→ **TASK INSTRUCTIONS**:
Please give the whole listing again exactly, without any of its pictures.

→ **DATASET ENTRIES**:

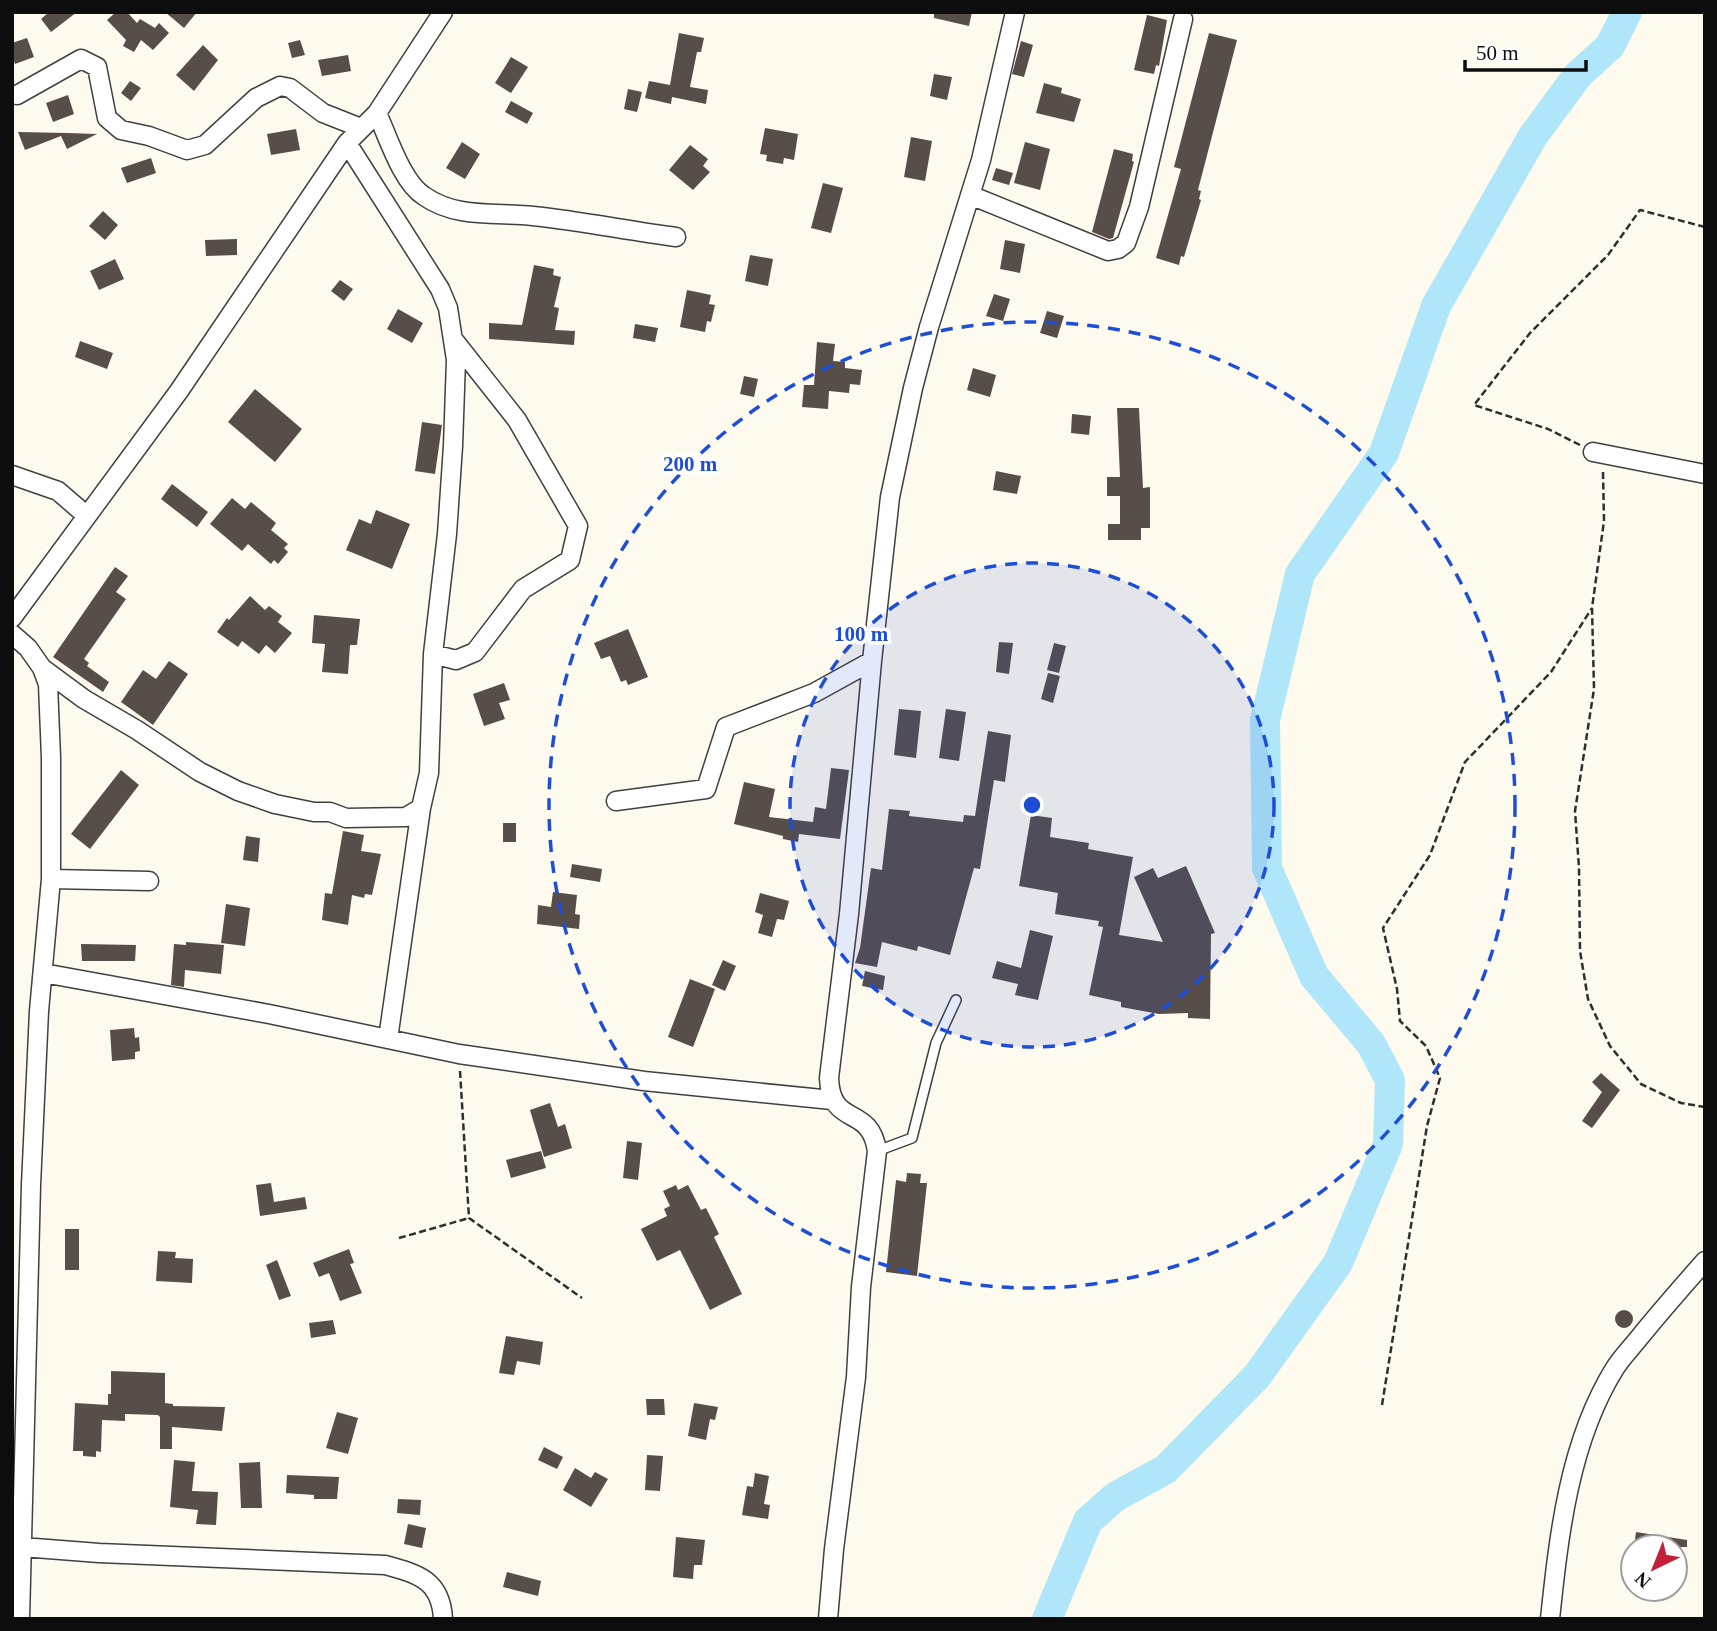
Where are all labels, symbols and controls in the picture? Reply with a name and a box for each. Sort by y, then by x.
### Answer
scale bar [1465,28,1586,72]
text: 50 m [1476,41,1519,65]
text: 200 m [663,452,718,476]
text: 100 m [834,622,889,646]
centre of rings [1020,793,1044,817]
north arrow [1619,1533,1689,1603]
text: N [1630,1568,1655,1592]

→ **RESPONSE AREA**:
Where are all labels, symbols and controls in the picture? Reply with a name and a box for each. Sort by y, then by x.
### Answer
scale bar [1465,28,1586,72]
text: 50 m [1476,41,1519,65]
text: 200 m [663,452,718,476]
text: 100 m [834,622,889,646]
centre of rings [1020,793,1044,817]
north arrow [1619,1533,1689,1603]
text: N [1630,1568,1655,1592]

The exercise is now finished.